As we observe Veterans Day on Nov. 11 and remember the many heroes who have bravely defended the United States of America, I am filled with deep gratitude. Like all Americans, I am thankful to all who have answered the call to serve, and especially to the estimated 300,000 living Oklahomans who have fought for our freedom and advanced our democracy.
One of the greatest honors of my life was serving our country as a fighter pilot in the U.S. Air Force. I am eternally grateful to the men and women with whom I served during the first Gulf War and throughout my time in the Armed Forces.
I learned early on the tremendous responsibility and gut-wrenching decisions that one faces in the heat of combat. On Jan. 17, 1991 – the first evening of the Gulf War – I had been assigned to lead one of the first air strike campaigns into Baghdad. It was surreal to see all the enemy fire throughout the night sky. We destroyed our key targets and were returning to base when I received a new order. I was to turn back around and take out an enemy fighter jet. As I ran the intercept, I was cleared to kill.
But something didn’t seem right. The jet in question was flying very low and heading in the general direction of our allied forces. It didn’t make sense to me that he could be an enemy fighter. As I considered this, I received several orders to fire, each from a successively higher-ranking officer – all the way up to a general.
Still, I held my fire.
When I completed the intercept, I could see that the jet thought to be an enemy fighter was actually a Saudi Tornado. He was an ally who had gotten separated from our strike package and was trying to make his way back to our base. I ended up escorting him back to safety.

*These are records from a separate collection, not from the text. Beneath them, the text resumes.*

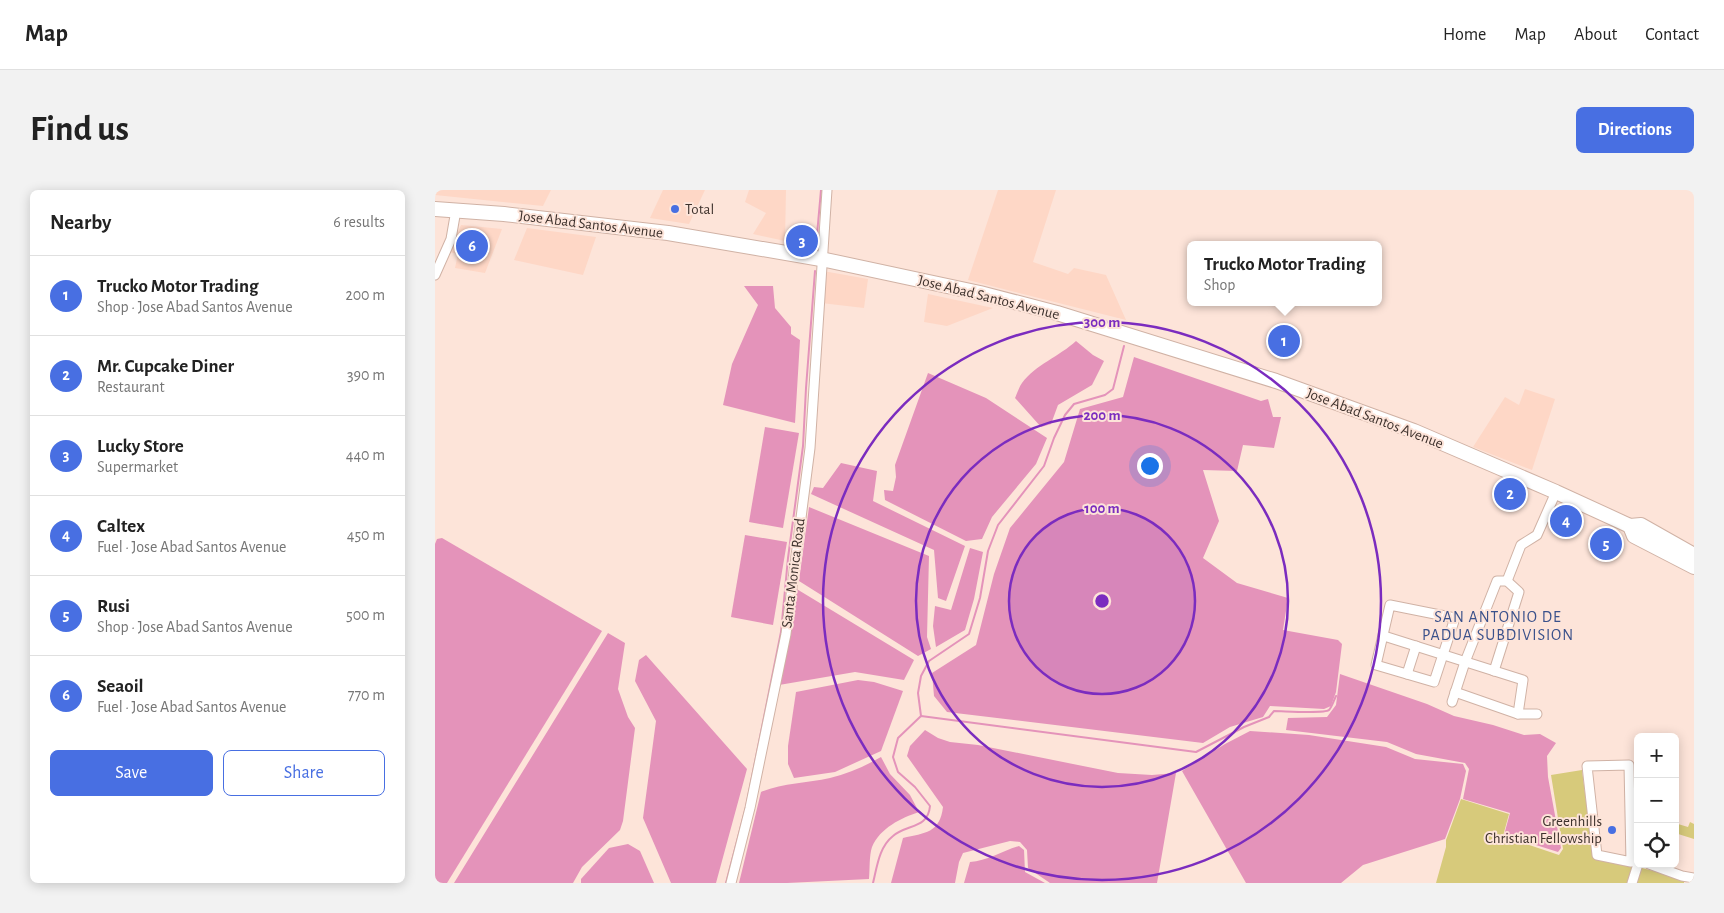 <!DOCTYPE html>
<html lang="en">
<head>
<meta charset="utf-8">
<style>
  body { margin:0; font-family:"Alegreya Sans",sans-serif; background:#f2f2f2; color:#222 }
  .controls { position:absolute; right:15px; bottom:15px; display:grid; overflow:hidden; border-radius:8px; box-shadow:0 2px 12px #0003 }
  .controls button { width:45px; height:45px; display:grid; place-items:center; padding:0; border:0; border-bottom:1px solid #e0e0e0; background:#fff; color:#222; font:25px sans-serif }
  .you { position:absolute; left:714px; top:275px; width:18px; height:18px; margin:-12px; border:4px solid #fff; border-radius:50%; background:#1a73e8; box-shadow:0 0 0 8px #1a73e833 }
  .badge { display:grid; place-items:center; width:32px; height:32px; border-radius:50%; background:#486fe2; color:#fff; font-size:16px; font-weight:700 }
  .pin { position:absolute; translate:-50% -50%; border:2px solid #fff; box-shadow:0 1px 5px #0006 }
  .popup { position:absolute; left:752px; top:51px; width:195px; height:65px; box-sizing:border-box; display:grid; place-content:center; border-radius:8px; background:#fff; filter:drop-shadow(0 1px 4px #0005); font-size:16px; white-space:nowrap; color:#767676 }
  .popup b { font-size:19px; color:#222 }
  .popup::after { content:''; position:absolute; left:50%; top:100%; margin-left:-10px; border:10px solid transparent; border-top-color:#fff }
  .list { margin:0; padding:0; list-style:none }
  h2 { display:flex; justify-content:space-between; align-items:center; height:65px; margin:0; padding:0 20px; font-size:21px }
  h2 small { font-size:16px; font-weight:400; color:#767676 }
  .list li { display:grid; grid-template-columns:32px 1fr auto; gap:15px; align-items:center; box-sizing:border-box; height:80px; padding:0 20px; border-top:1px solid #e0e0e0 }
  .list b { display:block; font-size:19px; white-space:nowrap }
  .list p { margin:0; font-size:16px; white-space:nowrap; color:#767676 }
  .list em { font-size:16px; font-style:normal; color:#767676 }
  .actions { display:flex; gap:10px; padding:15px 20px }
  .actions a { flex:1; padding:11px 0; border:1px solid #486fe2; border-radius:8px; text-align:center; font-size:18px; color:#486fe2 }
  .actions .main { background:#486fe2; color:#fff }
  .icon { flex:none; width:28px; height:28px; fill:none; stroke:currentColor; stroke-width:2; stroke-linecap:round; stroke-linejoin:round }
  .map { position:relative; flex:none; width:1259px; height:693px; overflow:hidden; border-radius:8px }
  header { display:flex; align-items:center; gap:30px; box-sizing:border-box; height:70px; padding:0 25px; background:#fff; border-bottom:1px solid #e0e0e0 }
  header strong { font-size:24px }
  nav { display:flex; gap:28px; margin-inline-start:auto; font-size:18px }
  .intro { display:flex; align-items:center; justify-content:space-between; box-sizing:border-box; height:120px; padding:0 30px }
  h1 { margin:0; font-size:35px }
  .button { padding:12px 22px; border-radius:8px; background:#486fe2; color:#fff; font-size:18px; font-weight:700 }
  main { display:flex; gap:30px; padding:0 30px }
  aside { flex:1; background:#fff; border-radius:8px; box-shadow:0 2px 12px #0003 }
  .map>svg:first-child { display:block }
  .built { fill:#fed7c6 }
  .green { fill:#d7ca7b }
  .water { fill:#e493ba }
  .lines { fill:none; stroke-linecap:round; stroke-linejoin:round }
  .stream { stroke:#e493ba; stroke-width:2 }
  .minor-casing { stroke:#d0b2a5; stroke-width:11 }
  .highway-casing { stroke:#d0b2a5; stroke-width:16 }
  .minor { stroke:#fff; stroke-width:9 }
  .highway { stroke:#fff; stroke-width:14 }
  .ring { fill:none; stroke:#7b2cbf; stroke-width:2.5 }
  .poi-dot { fill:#486fe2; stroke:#fde4d9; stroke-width:2 }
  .labels { text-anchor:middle; stroke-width:4; stroke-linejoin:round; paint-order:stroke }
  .poi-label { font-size:15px; fill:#3d312c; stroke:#fde4d9; text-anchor:start }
  .street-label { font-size:15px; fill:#3d312c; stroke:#fde4d9 }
  .neighbourhood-label { font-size:16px; letter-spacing:1px; fill:#3a518b; stroke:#fde4d9 }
  .centre { fill:#7b2cbf; stroke:#fde4d9; stroke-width:2.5 }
  .ring-label { font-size:15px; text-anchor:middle; font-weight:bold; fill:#7b2cbf; stroke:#fde4d9; stroke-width:4; stroke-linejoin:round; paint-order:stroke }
</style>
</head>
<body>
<header>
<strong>Map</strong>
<nav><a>Home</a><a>Map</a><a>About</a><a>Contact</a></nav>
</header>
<div class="intro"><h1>Find us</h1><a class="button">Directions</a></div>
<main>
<aside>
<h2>Nearby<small>6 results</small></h2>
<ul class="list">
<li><span class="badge">1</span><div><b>Trucko Motor Trading</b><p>Shop · Jose Abad Santos Avenue</p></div><em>200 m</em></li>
<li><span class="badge">2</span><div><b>Mr. Cupcake Diner</b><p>Restaurant</p></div><em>390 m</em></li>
<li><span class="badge">3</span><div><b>Lucky Store</b><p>Supermarket</p></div><em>440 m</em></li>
<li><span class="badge">4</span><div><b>Caltex</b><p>Fuel · Jose Abad Santos Avenue</p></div><em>450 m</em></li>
<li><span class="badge">5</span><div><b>Rusi</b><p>Shop · Jose Abad Santos Avenue</p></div><em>500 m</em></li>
<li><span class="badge">6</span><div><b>Seaoil</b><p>Fuel · Jose Abad Santos Avenue</p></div><em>770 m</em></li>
</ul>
<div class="actions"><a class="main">Save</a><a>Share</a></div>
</aside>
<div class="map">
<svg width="1259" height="693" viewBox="0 0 1259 693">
  <rect width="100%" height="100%" fill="#fde4d9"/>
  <g class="built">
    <polygon points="0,0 116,0 108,16 0,5"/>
    <polygon points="228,0 270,0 254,34 215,28"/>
    <polygon points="314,0 351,0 350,51 318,44 331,23 310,12"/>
    <polygon points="563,0 621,0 598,72 633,84 639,78 671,85 691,130 533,90"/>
    <polygon points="26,35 67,39 50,83 20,78 23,64 14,62"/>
    <polygon points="92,38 161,47 148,85 79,70"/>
    <polygon points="388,81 433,89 429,118 386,113"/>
    <polygon points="493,104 558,118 512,136 489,132"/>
    <polygon points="1090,199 1120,209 1097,280 1038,257 1070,207 1084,215"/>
  </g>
  <g class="green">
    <polygon points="1147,580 1157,657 1165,667 1249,689 1249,693 1001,693 1011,657 1011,650 1026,609 1074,624 1068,646 1124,665 1128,659 1116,585"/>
    <polygon points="1255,632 1259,634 1259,649 1240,643 1243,634 1253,637"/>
  </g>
  <g class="water">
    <polygon points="309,96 338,96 340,118 356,137 356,144 365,150 360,233 288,215 297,174 323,115"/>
    <path d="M641,151l17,14 11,6 -12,24 -34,20 -7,19 -10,3 -26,-29c2,-4 4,-11 7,-15 13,-18 38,-27 54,-42z"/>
    <polygon points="699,167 826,211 833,209 838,227 846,227 839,258 808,255 802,281 768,280 784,331 768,368 802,393 853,408 848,440 903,450 907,454 901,502 896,516 889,519 835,516 828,527 795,537 768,553 512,522 499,506 497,483 541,455 559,384 575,338 629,272 645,219 688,207"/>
    <polygon points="493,183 551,208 612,248 601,274 557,327 547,349 531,351 450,310 449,300 458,301 461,287 460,275"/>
    <polygon points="330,237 364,243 348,338 314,332"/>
    <polygon points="406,273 442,281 438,311 530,356 511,411 503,408 499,360 376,304 379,297 388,298"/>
    <polygon points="374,317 494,366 492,447 496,459 483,466 364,391"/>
    <polygon points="310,345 352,352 338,435 296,427"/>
    <polygon points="7,348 167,441 12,693 0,693 0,354 2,349"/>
    <polygon points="535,358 548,362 539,409 530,440 501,457 498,436 500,416 516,420"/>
    <polygon points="360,398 479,470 469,490 420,482 344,495"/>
    <polygon points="173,443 190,453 183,499 193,527 200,538 188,631 185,640 147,677 138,693 19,693"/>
    <polygon points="211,465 312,579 281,693 236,693 208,628 221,531 200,491 204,470"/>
    <polygon points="905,484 992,514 1019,526 1058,535 1089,545 1105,544 1121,553 1112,566 1113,587 1126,658 1123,662 1069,645 1075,623 1028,609 1034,579 1030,573 981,564 952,552 851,540 853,528 892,527 901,515"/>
    <polygon points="423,490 439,492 468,501 446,561 400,582 359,588 353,574 353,556 361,502"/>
    <path d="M490,540l13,8 12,4 28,3 140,28 34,2 24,-2 -19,110h-107l-22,-15 -1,-18 -7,-8 -10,-1 -47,12 -4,9 -4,21h-64l12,-45c22,-5 37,-5 40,-31l-36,-51 3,-10z"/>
    <polygon points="815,541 874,545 951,557 980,569 1028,574 1031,581 1025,609 1010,649 928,675 906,693 811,693 747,581 790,554"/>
    <path d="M446,567l9,17 20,21 9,17c-18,6 -39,16 -47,35 -3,9 -2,22 -3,32l-82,4h-48l22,-91c22,-9 46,-9 69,-14 18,-4 35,-12 51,-21z"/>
    <polygon points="193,654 205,661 219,693 146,693 146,689 174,658"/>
    <path d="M584,656l5,4 1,22 20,11h-81l6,-21c17,-1 32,-11 49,-16z"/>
  </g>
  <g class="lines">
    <g class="stream">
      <polyline points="381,56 386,0"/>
      <polyline points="486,526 483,503 486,486 494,471 534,444 545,408 553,361 563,335 609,276 619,248 630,225 639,214 670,205 678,199 689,156"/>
      <polyline points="291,693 311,617 346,442 353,368 368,256 371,198 380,81"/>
      <path d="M438,693c4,-16 6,-36 20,-47 14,-12 35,-7 37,-30l-15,-19 -17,-15 -5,-15 5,-19 23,-22 275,36 48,-25 25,-10 5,-6c10,0 51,3 55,-1 3,-3 5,-10 7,-14"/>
    </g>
    <g class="minor-casing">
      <g id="minor">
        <polyline points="0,85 16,49 21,20"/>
        <polyline points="1072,391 1086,355 1102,345 1121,302"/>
        <polygon points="955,415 1020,428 999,492 941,475"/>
        <polyline points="949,446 1088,490 1083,524"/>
        <polyline points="972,484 981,456"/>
        <polyline points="1020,502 1083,524 1102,524"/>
        <polyline points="1017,512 1030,472 1062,391 1072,391 1084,402 1059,481"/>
        <polyline points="1196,672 1194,575 1152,576 1162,665 1196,672 1203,671"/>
        <polyline points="1214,674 1247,686 1259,688"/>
        <polyline points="296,693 315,618 351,444 375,258 392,0"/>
        <polyline points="1197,693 1203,674"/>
      </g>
    </g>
    <g class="highway-casing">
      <g id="highway">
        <polyline points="0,19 69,24 233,43 386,69 545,103 622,123 841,191 979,241 1121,302 1195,336 1206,335 1259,365"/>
        <polyline points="1195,336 1199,346 1259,377"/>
      </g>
    </g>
    <use href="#minor" class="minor"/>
    <use href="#highway" class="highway"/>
  </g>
  <circle cx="667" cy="411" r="93" fill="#7b2cbf" fill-opacity=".12"/>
  <g class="ring">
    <circle cx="667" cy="411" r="93"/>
    <circle cx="667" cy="411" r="186"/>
    <circle cx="667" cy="411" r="279"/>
  </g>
  <g class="poi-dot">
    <circle cx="240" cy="19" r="5"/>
    <circle cx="1177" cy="640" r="5"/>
  </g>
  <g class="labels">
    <g class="poi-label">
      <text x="250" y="24">Total</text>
      <text x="1167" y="636" text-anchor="end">Greenhills<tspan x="1167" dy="17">Christian Fellowship</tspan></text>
    </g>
    <g class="street-label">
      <text transform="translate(156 34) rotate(7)" y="5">Jose Abad Santos Avenue</text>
      <text transform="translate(554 107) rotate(14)" y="5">Jose Abad Santos Avenue</text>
      <text transform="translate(940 228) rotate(21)" y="5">Jose Abad Santos Avenue</text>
      <text transform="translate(358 383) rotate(-83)" y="5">Santa Monica Road</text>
    </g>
    <g class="neighbourhood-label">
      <text x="1063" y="432">SAN ANTONIO DE<tspan x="1063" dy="18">PADUA SUBDIVISION</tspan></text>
    </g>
  </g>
  <circle cx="667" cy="411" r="8" class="centre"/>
  <g class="ring-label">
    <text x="667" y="137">300 m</text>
    <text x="667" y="230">200 m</text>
    <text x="667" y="323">100 m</text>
  </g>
</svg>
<div class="controls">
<button>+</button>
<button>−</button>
<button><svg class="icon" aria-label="locate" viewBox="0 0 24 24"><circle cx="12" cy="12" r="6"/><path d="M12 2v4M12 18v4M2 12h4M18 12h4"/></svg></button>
</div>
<div class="you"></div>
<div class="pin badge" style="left:849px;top:151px">1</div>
<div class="popup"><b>Trucko Motor Trading</b>Shop</div>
<div class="pin badge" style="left:1075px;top:304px">2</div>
<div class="pin badge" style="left:367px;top:51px">3</div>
<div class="pin badge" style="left:1131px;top:331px">4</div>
<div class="pin badge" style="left:1171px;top:354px">5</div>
<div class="pin badge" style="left:37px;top:56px">6</div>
</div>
</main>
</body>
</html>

As we landed, I noticed the military police were waiting for me. They were not there to congratulate me. Rather, the MPs arrested me for disobeying direct orders. Thankfully the Saudi pilot -- a member of the royal family, as it turned out – told his command what had happened. My leadership removed my handcuffs and instead awarded me the Distinguished Flying Cross.
After that incident, all F-15 units adopted a more discriminatory approach to aircraft identification. That encounter and the tough decisions I had to make that night continue to guide me today. The right thing to do isn’t always the easy thing to do.
Our state has a proud tradition of military service. The Oklahoma Military Hall of Fame has recognized 235 heroes since its inaugural class in 1999. One of those heroes is Brigadier General Kenneth Marlar Taylor. Like me, Kenneth was raised in the Osage County town of Hominy. On the morning of Dec. 7, 1941, he was stationed with the Army Air Corps at Wheeler Airfield in Honolulu. As the sneak attack on Pearl Harbor began, he and several comrades were able to get their P-40 fighters airborne to attack the enemy planes. Kenneth was wounded during the fight and credited with two probable kills. The following week, he and a fellow lieutenant were awarded the first awards for heroism during World War II, receiving the Distinguished Service Cross.
First Sgt. Pascal Cleatus Poolaw is another Oklahoma hero and Hall of Fame member who wasn’t afraid to make hard decisions. A member of the Kiowa Tribe who served in the U.S. Army during WWII, the Korean War and the Vietnam War, Pascal is the most decorated American Indian soldier in U.S. history. He was awarded four Silver Stars, five Bronze Stars and three Purple Hearts for his actions. Tragically, Pascal was killed in action in Vietnam.
These heroes exemplified the valor and the selflessness of so many other Oklahomans who defended our freedom. During my time in the service, I saw many face adversity with undeniable strength and make personal sacrifices with unwavering commitment.
This month, we honor our veterans and their families. Let us never forget that freedom is not free.